15 February 2012, 4:37pm
Purnama Musim Kemarau Oleh Bumi Jawata. 15 Februari
2012 Pukul 01.12
Aywa nyaruwe kalamun durung gaduk sira iku janma
cubluk truntum sarwa kaladuk aluwung ngedi satindak-tanduk mindhak kawiyak
padine wong nguja wadhuk jancuk !
Seorang pangeran beranjak gila, ia merasa tak pernah
bersua manusia, yang nyata. Saya, tanpa embel-embel apapun di belakangnya,
buhul-sintak yang disebut bahagia. Seperti sidharta, ia pun beringsut
meninggalkan gebyar istana, berkelana. Dan seperti diogenes si asu athena, yang
hidup seadanya, tampil sekenanya. Lelaku jiwa yang dibangunnya pun tak berusaha
menjejali metafisika, tak ada dewa, surga, ataupun neraka di seberang sana.
Sonya, cuma mulur-mungkretnya karsa, yang mesti dicandra.
Sebelum ada agama ada budaya, agama dan budaya bisa
menyatu, tapi tidak semua sejalan.

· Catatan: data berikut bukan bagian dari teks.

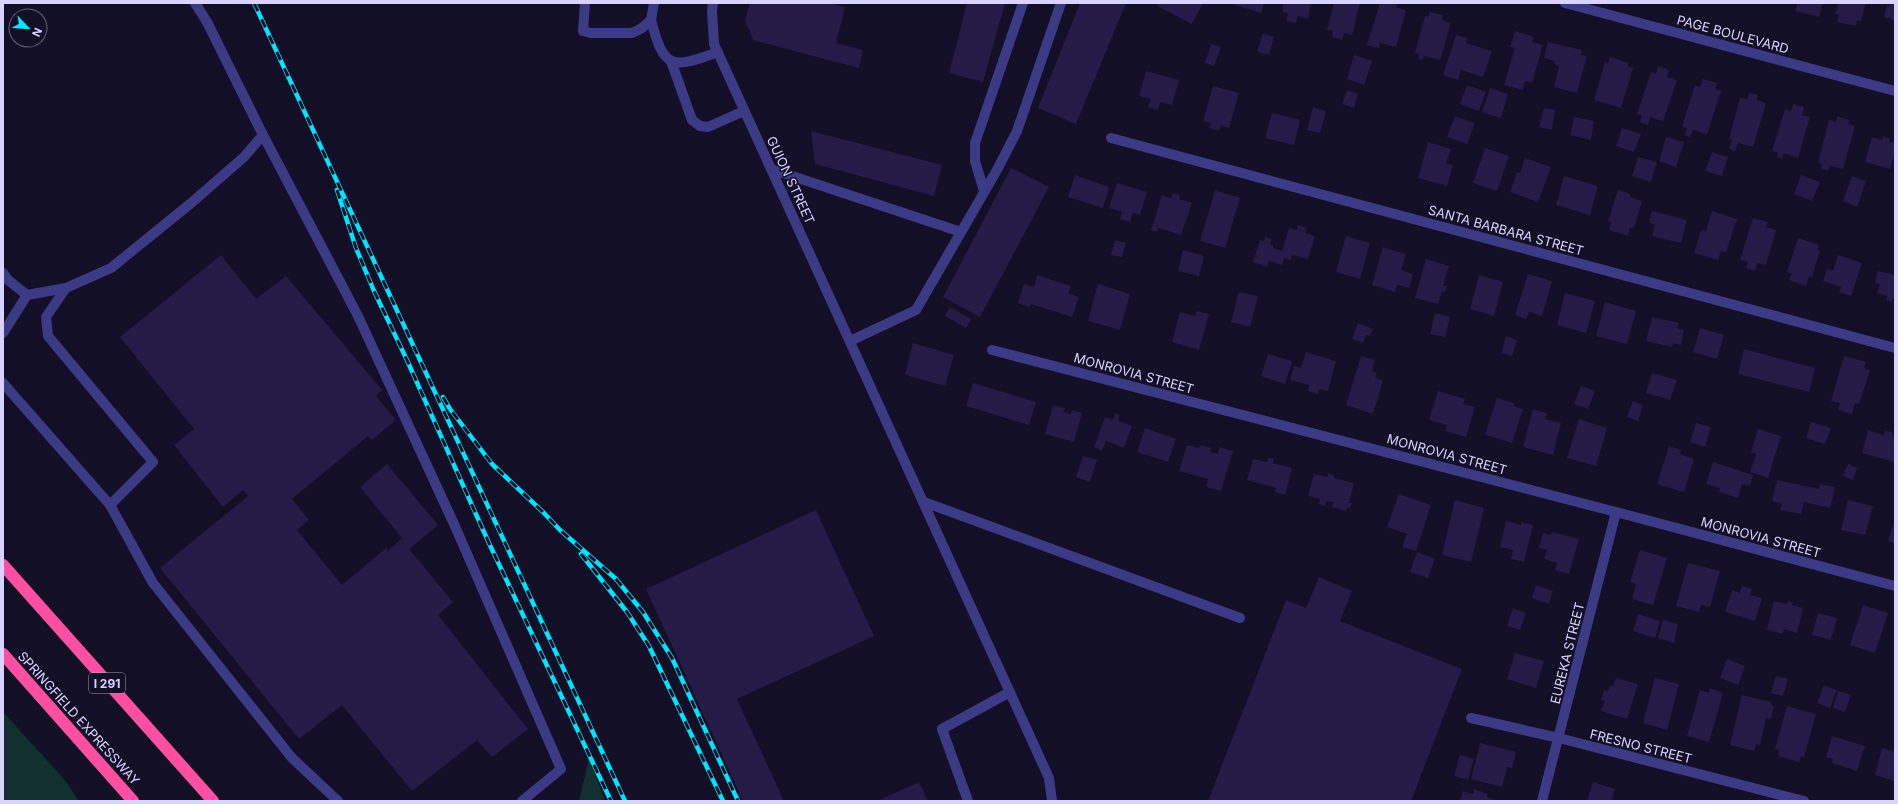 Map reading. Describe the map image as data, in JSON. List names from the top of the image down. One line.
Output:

Dari agama kita hargai budaya, bukan
membeda-bedakan agama dengan budaya. Kalaupun kita tidak setuju dengan suatu
budaya, (menurut keyakinan saya) tak usah membawa agama, (kepercayaan) saya
tidak diperbolehkan saling mencela, (kepercayaan) saya menganjurkan cinta ke
semua.
Sebonek apa dirimu? Seberapa gila dan getir
pencarianmu? Seberapa ning rasamu? Seberapa besar nyalimu untuk hanyut dalam
dengung lebah. Tawon Gumana, yang pada akhirnya sama belaka dengan dengung
lalat. Laler Mengeng, di kedalaman batinmu itu?

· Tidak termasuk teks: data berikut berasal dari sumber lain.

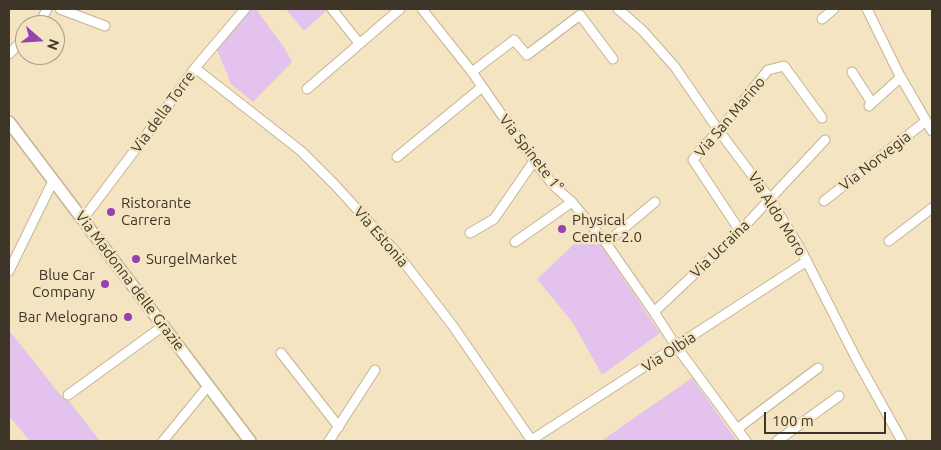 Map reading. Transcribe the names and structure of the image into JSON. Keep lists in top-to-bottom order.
{
  "streets": {
    "street": [
      "Via della Torre",
      "Via San Marino",
      "Via Spinete 1°",
      "Via Norvegia",
      "Via Aldo Moro",
      "Via Estonia",
      "Via Ucraina",
      "Via Madonna delle Grazie",
      "Via Olbia"
    ]
  },
  "crossings": [
    ["Via della Torre", "Via Estonia"],
    ["Via della Torre", "Via Madonna delle Grazie"],
    ["Via San Marino", "Via Aldo Moro"],
    ["Via San Marino", "Via Ucraina"],
    ["Via Spinete 1°", "Via Ucraina"],
    ["Via Spinete 1°", "Via Olbia"],
    ["Via Aldo Moro", "Via Ucraina"],
    ["Via Aldo Moro", "Via Olbia"],
    ["Via Estonia", "Via Olbia"]
  ],
  "places": [
    "Ristorante Carrera",
    "Physical Center 2.0",
    "SurgelMarket",
    "Blue Car Company",
    "Bar Melograno"
  ],
  "scale_bar": "100 m",
  "north": "right"
}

Sebermulanya cuma untaian kata dan nada yang
sederhana, lalu datanglah kuasa, akhirnya : penghilangan ribuan nyawa jelata
tak berdosa mengatasnamakan tuhannya.
Kamu pikir siapa dirimu? Mulutmu fasih ketika
berlafadz jihad, tobat, laknat, maupun maksiat! Padahal otakmu sarap,
perangaimu biadab! Dan kamu pikir tuhan bersamamu? Surga menantimu? Bagaimana
bisa seyakin itu? Dungu kamu! Hidup manusia bukanlah perkara matematika yang
mudah diterka. Asu dengamu! Asu dengan dakwahmu! Hidup masyarakat adat!